* _What needs to be done_
In the records, each line holding "wash" must be reported.
== Segment start ==
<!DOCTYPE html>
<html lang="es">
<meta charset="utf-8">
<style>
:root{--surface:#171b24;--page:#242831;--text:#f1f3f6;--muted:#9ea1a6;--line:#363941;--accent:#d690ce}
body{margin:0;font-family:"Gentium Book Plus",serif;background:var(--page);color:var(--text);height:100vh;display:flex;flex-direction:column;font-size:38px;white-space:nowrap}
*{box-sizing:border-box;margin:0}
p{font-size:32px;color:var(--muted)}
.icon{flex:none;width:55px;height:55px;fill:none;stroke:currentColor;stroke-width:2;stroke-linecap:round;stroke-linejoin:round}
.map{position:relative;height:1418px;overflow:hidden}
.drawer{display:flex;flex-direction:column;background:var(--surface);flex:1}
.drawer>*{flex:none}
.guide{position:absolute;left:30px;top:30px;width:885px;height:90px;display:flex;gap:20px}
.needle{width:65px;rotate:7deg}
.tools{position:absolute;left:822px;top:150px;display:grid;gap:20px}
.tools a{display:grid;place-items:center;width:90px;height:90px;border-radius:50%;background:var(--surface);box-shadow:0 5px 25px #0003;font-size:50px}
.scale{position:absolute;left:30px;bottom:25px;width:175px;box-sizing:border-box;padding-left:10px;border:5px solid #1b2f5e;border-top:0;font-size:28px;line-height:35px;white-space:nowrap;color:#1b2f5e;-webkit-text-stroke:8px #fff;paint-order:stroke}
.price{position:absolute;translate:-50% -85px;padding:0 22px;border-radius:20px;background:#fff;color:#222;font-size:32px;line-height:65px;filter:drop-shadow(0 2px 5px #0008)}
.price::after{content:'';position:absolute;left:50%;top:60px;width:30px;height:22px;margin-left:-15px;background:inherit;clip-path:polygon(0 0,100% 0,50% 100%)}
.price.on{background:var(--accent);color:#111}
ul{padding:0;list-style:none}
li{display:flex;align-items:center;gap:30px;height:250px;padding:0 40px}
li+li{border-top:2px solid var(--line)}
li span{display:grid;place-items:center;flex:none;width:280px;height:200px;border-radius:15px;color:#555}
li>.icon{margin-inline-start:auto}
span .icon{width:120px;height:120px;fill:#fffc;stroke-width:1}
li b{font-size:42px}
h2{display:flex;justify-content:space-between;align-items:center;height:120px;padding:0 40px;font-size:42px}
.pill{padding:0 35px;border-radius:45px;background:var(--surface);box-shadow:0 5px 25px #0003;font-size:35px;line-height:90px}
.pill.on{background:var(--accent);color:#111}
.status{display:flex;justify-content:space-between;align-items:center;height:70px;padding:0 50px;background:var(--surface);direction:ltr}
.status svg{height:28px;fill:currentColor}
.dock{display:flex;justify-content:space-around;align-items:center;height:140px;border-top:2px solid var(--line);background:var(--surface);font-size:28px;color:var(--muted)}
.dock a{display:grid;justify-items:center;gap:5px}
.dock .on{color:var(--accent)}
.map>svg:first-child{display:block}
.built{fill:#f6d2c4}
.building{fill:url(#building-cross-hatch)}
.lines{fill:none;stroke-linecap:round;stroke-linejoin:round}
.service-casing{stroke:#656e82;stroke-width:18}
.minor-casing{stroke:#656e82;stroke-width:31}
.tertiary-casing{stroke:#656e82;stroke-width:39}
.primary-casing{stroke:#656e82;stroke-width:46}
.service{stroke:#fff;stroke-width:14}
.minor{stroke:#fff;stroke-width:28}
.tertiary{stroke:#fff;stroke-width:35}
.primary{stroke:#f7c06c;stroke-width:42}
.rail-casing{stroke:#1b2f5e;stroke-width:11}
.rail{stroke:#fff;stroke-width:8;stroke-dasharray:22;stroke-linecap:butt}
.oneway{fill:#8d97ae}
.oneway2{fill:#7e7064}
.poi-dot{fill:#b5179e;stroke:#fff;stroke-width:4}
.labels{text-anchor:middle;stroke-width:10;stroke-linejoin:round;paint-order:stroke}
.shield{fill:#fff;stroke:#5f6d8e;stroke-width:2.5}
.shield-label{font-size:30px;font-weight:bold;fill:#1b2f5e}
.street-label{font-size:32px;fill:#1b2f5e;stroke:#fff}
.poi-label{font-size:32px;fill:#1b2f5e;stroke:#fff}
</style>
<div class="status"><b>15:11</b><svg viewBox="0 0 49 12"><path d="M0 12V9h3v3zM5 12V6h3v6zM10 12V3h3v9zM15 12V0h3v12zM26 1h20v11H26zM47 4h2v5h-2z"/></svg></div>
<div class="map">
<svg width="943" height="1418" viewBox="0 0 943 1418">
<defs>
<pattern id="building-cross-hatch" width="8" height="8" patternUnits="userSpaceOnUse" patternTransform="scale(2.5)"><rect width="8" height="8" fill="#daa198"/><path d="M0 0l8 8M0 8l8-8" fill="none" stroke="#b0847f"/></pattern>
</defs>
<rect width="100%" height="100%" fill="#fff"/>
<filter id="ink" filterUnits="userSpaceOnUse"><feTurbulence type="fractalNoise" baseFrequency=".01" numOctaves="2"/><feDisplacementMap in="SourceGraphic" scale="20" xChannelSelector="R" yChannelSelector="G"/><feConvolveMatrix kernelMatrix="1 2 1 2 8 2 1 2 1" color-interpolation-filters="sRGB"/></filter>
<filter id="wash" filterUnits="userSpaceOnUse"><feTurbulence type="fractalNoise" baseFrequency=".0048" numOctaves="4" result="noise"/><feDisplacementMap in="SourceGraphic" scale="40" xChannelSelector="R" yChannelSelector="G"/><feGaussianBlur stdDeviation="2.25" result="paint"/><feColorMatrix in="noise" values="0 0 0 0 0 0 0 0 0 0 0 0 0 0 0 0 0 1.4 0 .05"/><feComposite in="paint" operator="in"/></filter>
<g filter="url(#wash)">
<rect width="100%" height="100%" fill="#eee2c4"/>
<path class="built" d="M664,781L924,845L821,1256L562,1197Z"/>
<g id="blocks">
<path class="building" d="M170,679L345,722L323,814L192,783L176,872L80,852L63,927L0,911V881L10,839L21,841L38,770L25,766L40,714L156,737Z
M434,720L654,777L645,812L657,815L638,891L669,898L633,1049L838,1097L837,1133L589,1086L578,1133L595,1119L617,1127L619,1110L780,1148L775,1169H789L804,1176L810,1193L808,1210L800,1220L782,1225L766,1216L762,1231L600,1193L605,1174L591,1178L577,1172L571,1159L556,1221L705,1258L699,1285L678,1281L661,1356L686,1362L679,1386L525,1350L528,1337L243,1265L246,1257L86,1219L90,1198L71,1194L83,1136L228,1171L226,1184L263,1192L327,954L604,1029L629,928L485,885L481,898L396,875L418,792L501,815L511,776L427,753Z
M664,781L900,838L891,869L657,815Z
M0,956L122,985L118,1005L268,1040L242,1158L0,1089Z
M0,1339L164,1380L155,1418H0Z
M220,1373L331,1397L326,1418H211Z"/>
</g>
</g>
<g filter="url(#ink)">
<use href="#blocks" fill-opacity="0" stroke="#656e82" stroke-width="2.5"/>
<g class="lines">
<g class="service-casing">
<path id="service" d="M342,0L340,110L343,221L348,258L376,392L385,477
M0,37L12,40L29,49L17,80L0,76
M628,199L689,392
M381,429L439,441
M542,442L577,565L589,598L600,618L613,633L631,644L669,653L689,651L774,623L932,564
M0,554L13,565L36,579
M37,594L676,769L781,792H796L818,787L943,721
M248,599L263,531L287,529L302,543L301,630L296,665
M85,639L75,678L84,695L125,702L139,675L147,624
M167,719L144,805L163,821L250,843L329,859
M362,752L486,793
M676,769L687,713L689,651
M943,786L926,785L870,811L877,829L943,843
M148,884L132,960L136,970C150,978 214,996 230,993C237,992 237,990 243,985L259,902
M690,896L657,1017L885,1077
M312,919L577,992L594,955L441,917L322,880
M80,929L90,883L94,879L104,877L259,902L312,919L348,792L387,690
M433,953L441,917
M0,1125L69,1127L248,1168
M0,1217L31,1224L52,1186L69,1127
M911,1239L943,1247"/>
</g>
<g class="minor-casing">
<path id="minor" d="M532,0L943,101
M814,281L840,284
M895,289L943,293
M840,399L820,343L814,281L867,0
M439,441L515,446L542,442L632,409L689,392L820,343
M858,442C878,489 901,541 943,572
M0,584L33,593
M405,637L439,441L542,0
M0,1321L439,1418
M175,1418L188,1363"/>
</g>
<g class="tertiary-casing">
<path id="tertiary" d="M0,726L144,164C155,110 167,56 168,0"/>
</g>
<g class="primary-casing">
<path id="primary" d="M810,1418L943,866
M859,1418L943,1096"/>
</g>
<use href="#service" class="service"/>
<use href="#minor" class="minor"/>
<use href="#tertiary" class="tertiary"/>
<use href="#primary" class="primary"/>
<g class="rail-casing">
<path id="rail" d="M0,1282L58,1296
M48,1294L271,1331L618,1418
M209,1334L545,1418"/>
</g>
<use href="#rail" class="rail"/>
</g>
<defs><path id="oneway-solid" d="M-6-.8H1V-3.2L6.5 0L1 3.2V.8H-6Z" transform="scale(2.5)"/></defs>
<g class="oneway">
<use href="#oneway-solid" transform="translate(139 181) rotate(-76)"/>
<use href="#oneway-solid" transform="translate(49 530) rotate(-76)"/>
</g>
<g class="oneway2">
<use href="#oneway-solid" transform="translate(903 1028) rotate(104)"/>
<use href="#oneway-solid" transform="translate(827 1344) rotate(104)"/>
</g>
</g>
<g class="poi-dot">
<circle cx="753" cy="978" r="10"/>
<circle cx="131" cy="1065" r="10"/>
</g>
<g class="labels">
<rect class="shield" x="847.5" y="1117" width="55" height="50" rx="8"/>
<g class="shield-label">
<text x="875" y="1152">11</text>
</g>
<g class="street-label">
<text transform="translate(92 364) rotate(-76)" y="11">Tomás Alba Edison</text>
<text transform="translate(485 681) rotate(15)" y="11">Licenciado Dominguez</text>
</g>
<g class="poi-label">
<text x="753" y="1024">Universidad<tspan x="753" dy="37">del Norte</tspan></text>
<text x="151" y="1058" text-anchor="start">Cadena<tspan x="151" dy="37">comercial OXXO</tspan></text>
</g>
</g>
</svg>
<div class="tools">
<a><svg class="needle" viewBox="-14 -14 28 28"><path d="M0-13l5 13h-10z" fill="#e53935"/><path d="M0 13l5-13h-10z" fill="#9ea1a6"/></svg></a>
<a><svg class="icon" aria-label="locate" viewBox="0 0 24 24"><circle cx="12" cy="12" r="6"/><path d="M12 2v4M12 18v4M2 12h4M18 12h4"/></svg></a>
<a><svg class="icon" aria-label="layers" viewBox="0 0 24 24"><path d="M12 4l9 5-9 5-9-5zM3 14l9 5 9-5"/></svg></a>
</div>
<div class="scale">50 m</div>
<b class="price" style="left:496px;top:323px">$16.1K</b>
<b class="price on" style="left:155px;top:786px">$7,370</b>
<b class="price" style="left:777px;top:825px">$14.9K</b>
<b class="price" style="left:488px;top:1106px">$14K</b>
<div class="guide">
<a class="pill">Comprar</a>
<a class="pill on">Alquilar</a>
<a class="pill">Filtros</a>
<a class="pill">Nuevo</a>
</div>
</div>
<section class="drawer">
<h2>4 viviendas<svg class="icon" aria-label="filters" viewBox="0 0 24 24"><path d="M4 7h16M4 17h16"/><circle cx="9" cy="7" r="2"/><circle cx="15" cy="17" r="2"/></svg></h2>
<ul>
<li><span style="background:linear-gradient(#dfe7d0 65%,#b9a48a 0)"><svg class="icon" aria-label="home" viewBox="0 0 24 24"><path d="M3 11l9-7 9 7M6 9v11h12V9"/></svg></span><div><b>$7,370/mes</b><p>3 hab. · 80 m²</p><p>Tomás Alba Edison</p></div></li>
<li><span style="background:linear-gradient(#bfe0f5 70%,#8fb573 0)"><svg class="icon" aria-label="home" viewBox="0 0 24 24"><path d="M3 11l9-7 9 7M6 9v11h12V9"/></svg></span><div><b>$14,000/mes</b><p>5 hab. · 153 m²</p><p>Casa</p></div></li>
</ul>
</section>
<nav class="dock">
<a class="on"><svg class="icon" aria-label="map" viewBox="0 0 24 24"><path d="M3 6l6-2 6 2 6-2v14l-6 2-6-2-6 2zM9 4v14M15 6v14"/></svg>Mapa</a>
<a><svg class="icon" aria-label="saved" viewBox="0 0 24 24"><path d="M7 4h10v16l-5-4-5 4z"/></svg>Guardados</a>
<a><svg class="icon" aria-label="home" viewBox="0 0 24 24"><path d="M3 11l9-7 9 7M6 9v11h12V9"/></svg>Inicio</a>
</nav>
== Segment end ==
== Segment start ==
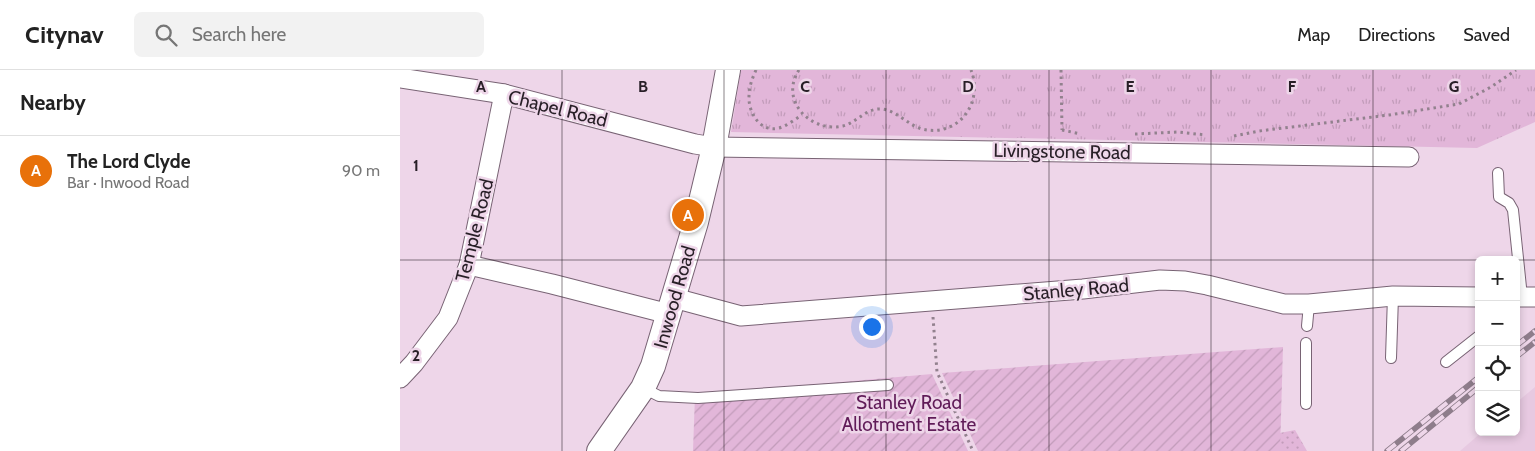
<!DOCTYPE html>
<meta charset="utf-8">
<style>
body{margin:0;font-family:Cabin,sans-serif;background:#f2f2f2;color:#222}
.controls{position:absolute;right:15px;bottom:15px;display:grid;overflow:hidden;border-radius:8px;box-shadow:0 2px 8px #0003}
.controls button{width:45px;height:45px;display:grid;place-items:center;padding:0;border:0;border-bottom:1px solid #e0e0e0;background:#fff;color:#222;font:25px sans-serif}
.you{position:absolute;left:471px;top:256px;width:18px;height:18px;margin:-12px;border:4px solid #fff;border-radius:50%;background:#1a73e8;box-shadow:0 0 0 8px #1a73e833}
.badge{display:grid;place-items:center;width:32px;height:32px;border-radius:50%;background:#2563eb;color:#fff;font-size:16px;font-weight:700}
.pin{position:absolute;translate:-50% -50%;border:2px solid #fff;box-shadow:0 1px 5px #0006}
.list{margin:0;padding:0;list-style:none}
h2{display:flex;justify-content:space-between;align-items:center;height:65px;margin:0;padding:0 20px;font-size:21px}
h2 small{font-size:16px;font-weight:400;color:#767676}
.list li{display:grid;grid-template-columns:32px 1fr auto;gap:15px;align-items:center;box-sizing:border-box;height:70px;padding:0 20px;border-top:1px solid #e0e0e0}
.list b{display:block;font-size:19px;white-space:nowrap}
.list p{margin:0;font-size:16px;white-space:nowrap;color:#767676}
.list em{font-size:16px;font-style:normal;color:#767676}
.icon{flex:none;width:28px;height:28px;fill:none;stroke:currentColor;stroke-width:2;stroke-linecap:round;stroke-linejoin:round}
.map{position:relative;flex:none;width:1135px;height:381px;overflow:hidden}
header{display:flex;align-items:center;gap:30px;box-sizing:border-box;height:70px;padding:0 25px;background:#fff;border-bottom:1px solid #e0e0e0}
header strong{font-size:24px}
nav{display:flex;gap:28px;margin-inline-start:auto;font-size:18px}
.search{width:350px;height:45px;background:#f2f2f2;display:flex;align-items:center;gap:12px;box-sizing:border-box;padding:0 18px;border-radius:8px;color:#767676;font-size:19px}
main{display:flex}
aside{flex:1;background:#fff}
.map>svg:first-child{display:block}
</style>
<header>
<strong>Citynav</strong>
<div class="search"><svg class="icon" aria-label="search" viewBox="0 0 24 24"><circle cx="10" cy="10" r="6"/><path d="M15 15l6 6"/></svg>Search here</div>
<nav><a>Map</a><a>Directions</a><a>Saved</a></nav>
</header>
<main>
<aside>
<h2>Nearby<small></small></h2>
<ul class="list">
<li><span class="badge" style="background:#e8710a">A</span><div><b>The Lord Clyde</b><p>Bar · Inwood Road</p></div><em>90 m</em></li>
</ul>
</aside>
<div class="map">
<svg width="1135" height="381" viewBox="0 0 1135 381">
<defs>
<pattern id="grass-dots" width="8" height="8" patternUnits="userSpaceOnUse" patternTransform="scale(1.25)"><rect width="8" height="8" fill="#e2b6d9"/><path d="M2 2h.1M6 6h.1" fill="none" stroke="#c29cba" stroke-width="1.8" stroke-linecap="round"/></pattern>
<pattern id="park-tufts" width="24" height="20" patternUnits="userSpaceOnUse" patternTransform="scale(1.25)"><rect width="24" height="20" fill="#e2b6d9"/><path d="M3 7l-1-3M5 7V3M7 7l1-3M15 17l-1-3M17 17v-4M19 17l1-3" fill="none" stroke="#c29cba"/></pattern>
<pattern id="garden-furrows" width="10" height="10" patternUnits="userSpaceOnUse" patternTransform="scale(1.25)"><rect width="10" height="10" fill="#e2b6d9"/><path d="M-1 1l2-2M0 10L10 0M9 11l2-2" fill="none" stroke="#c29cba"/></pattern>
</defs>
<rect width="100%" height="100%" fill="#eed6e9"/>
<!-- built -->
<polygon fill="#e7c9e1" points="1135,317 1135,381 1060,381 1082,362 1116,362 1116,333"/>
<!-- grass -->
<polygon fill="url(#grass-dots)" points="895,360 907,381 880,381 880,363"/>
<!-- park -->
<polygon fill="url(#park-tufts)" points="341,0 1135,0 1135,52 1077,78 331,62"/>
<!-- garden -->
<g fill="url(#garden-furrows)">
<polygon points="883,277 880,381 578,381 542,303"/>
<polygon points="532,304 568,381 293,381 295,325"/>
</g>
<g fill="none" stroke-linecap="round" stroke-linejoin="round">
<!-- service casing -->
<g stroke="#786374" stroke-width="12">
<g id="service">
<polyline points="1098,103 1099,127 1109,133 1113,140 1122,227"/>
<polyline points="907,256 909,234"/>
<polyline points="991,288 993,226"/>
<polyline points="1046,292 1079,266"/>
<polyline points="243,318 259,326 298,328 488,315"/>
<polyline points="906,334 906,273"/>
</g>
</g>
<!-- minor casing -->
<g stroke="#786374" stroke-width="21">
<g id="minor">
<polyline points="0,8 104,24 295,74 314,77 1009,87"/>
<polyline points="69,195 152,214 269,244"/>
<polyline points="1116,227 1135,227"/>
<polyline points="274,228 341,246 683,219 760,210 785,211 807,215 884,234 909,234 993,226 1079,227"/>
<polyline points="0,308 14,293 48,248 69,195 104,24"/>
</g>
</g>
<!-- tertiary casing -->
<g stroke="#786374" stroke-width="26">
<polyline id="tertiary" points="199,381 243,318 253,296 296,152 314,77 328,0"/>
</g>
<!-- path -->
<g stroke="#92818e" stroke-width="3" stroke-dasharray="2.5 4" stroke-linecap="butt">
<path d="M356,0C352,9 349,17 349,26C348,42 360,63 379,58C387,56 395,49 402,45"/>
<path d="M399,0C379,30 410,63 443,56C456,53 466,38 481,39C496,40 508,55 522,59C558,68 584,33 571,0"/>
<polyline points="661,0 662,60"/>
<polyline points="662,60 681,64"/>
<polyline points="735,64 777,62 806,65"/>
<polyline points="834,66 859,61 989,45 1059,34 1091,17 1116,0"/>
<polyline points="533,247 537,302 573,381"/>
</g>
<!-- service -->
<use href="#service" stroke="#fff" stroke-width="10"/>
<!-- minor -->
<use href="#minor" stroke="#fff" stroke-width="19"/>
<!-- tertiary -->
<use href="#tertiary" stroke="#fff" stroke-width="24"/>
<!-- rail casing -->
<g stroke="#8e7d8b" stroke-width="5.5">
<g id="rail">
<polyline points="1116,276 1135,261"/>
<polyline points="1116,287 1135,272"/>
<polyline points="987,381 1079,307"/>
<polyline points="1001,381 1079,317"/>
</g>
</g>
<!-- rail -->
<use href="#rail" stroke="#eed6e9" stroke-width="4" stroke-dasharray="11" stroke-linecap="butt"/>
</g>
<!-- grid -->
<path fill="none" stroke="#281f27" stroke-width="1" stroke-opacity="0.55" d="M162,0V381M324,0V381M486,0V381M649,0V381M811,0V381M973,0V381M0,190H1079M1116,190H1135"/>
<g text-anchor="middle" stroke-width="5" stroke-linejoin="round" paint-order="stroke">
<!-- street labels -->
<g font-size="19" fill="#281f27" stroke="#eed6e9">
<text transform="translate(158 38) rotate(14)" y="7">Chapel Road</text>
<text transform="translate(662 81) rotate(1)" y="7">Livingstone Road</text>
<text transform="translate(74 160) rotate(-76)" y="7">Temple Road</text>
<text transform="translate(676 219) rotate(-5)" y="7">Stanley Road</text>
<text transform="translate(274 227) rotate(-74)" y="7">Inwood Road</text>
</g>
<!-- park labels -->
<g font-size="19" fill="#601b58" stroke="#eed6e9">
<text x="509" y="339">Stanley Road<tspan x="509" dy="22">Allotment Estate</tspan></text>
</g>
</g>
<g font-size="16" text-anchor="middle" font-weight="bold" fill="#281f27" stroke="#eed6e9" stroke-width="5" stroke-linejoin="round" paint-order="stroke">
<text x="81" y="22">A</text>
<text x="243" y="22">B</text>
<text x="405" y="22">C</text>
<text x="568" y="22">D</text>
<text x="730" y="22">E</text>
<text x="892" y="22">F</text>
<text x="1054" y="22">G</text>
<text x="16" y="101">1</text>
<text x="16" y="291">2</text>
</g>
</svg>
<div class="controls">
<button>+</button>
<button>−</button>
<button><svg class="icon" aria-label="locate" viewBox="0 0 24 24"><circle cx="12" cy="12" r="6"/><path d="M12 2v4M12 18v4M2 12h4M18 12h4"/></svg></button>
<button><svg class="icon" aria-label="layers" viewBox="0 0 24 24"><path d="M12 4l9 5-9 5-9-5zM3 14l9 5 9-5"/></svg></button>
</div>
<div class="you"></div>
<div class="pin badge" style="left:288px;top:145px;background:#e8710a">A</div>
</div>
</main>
== Segment end ==
* _Exercise result_
<filter id="wash" filterUnits="userSpaceOnUse"><feTurbulence type="fractalNoise" baseFrequency=".0048" numOctaves="4" result="noise"/><feDisplacementMap in="SourceGraphic" scale="40" xChannelSelector="R" yChannelSelector="G"/><feGaussianBlur stdDeviation="2.25" result="paint"/><feColorMatrix in="noise" values="0 0 0 0 0 0 0 0 0 0 0 0 0 0 0 0 0 1.4 0 .05"/><feComposite in="paint" operator="in"/></filter>
<g filter="url(#wash)">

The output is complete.